Well they give me a light that they said was for the tank. I am not sure what the watts are on it but I remember that the nightlight is a 60 watt.... I think I need to look into what is the right watts I should have for a 75g. I was planning on getting some stones and setting up the heat pad later this week. They give me some poweder claicum to put on the crickets. Also for the veggies, do you think I should just throw it in there or put it with the water. I am aware that I should keep away from just greens, maybe mix it a bit?


----------



## Mettle (Dec 29, 2003)

For a comprehensive caresheet on how to care for your new pet CLICK HERE. It is one of the best care sheets that I have found on the net for beardies and covers everything from food to lighting to handling. Give it a GOOD read. It will answer all of your questions and explain a lot of different things to you.
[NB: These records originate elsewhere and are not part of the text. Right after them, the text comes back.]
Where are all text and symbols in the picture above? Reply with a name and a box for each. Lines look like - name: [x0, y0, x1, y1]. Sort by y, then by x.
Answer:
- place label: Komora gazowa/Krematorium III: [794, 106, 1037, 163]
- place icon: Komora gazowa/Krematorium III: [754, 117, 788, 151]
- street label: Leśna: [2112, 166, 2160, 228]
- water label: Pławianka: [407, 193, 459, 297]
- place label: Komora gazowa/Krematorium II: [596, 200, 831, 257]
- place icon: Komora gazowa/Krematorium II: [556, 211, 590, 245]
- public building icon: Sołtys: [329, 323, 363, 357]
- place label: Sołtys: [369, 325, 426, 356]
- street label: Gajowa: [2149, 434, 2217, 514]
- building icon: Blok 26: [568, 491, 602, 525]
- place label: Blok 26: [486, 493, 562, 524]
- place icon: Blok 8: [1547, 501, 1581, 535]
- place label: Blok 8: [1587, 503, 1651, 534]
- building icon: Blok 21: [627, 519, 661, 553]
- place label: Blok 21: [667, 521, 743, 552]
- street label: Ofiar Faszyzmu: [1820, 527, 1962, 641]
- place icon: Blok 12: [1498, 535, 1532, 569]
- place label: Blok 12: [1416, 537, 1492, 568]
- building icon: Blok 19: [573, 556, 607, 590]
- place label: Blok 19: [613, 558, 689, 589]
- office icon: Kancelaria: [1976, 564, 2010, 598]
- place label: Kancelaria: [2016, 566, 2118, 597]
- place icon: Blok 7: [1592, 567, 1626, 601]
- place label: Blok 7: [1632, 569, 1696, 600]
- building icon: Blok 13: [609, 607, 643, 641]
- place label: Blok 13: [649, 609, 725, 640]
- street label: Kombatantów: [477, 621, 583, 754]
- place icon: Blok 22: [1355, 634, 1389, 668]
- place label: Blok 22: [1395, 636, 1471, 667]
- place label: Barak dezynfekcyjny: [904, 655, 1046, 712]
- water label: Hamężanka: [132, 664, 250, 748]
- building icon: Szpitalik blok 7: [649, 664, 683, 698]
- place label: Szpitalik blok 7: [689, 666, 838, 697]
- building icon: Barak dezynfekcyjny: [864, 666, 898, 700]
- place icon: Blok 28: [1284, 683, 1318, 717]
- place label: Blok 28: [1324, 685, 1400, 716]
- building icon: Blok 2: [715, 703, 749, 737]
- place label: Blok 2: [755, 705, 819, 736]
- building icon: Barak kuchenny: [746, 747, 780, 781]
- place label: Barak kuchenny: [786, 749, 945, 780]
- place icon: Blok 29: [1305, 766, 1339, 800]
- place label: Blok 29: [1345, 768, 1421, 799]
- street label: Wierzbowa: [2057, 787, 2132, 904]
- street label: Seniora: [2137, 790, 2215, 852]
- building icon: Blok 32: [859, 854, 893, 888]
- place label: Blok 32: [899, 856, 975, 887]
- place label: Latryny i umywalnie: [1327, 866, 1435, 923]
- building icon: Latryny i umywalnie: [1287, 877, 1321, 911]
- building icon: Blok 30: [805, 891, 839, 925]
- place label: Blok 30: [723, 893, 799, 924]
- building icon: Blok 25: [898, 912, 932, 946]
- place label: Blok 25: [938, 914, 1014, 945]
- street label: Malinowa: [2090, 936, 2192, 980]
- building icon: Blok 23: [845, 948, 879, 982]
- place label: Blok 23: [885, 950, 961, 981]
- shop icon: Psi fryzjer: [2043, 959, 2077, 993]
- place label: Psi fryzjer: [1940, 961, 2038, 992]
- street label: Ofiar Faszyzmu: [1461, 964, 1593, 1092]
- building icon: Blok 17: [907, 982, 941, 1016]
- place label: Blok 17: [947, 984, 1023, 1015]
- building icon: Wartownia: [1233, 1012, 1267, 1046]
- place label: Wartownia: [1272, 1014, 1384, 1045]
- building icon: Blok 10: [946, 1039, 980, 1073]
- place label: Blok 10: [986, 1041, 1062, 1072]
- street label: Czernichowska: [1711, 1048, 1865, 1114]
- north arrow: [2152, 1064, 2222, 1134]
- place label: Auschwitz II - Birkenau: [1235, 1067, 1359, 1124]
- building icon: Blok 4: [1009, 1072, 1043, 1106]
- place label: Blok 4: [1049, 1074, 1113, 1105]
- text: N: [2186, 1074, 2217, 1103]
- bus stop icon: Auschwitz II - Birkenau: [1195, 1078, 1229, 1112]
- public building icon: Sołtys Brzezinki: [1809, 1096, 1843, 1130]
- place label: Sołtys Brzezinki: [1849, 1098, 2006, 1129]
If you still have questions afterward, then feel free to ask.

And NO. I would not mix the powder into the beardie's water. Dust the crickets lightly, that's about all you need. I've never put it on the veggies. Because you don't want to over supplement.


----------



## sadboy (Jan 6, 2005)

Thanks for the site.... I am going to read it over tonight and check out what I need to buy and do.


----------



## ...Jay... (Nov 2, 2006)

damn your lucky!!!!

I check craigslist and freecycle constantily. Free stuff is the best kind of stuff. I'm suprized someone would give a setup like that away though. They could have sold it, mabey they dont like money or something.
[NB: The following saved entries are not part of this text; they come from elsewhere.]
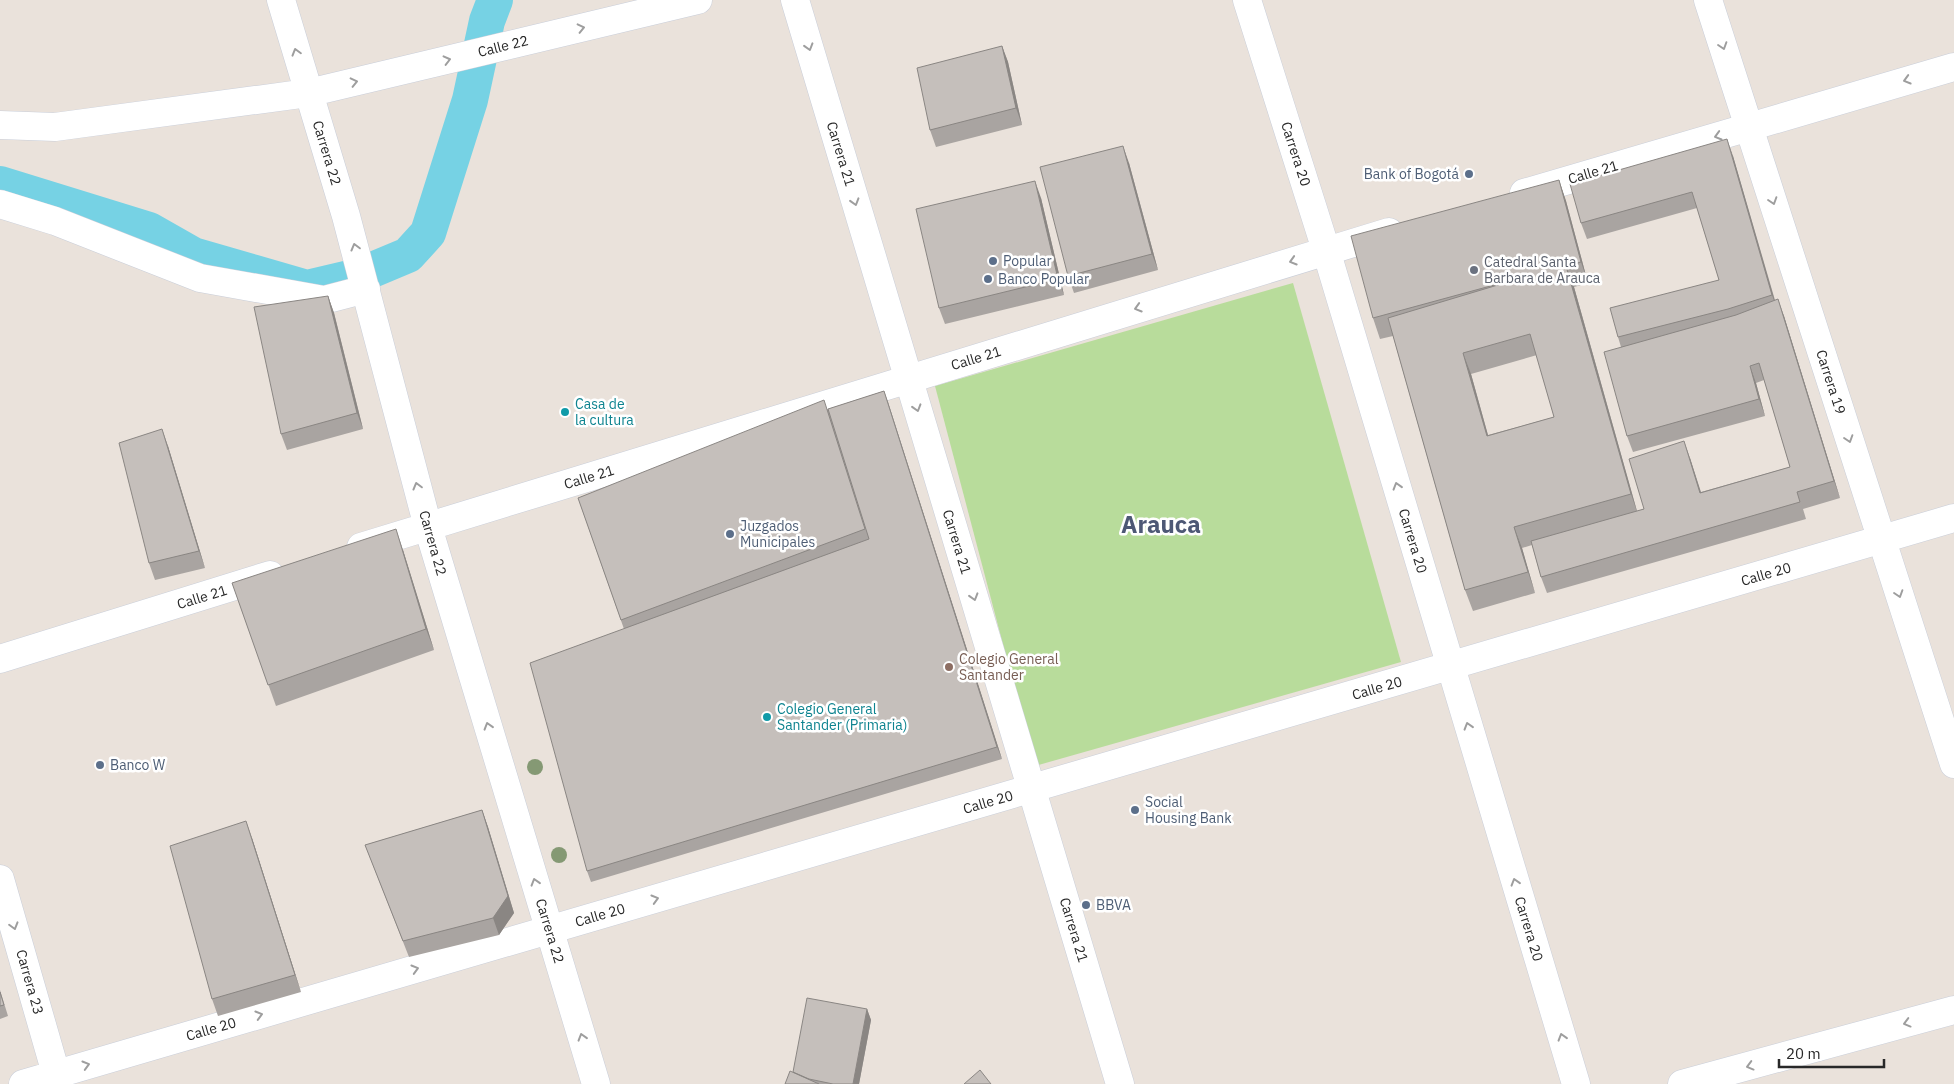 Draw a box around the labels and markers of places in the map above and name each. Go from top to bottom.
place label: Bank of Bogotá [1364,165,1460,183]
marker: Bank of Bogotá [1463,168,1475,180]
place label: Popular [1003,252,1052,270]
place label: Catedral Santa Barbara de Arauca [1484,253,1601,287]
marker: Popular [987,255,999,267]
marker: Catedral Santa Barbara de Arauca [1468,264,1480,276]
place label: Banco Popular [998,270,1089,288]
marker: Banco Popular [982,273,994,285]
place label: Casa de la cultura [575,395,634,429]
marker: Casa de la cultura [559,406,571,418]
place label: Juzgados Municipales [740,517,815,551]
marker: Juzgados Municipales [724,528,736,540]
place label: Colegio General Santander [959,650,1059,684]
marker: Colegio General Santander [943,661,955,673]
place label: Colegio General Santander (Primaria) [777,700,907,734]
marker: Colegio General Santander (Primaria) [761,711,773,723]
place label: Banco W [110,756,166,774]
marker: Banco W [94,759,106,771]
place label: Social Housing Bank [1145,793,1232,827]
marker: Social Housing Bank [1129,804,1141,816]
place label: BBVA [1096,896,1131,914]
marker: BBVA [1080,899,1092,911]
anyway congrats on your new friend and his home


----------



## psychofish (Jun 5, 2004)

Awsome deal man, congrats..

Good luck with the dragon


----------



## dark FrOsT (Sep 23, 2006)

awesome deal... they arent to hard to take care of either. i would let it seddle for a few days then try to work with it, i would start with shorter handling time and gradually increase them ... also pm red eyes and ask him if he still have the beardie diet website he sent me. i have it on another computer but its busted and im taking it to get fix sometime next week. if he doesnt have it ne more ill sent it to you at a later date, its awesome and has help me provide an awesome diet for my beardie.


----------



## Mettle (Dec 29, 2003)

dark FrOsT said:


> awesome deal... they arent to hard to take care of either. i would let it seddle for a few days then try to work with it, i would start with shorter handling time and gradually increase them ... also pm red eyes and ask him if he still have the beardie diet website he sent me. i have it on another computer but its busted and im taking it to get fix sometime next week. if he doesnt have it ne more ill sent it to you at a later date, its awesome and has help me provide an awesome diet for my beardie.


I'm pretty sure that's the caresheet I already linked in this thread.


----------



## black_piranha (Jan 12, 2006)

wow, u have a lucky hand.


----------



## m.a.t.t.L (Jan 2, 2006)

Wow man that was a good pickup, I'm surprised they would just give all that up your lucky :nod:


----------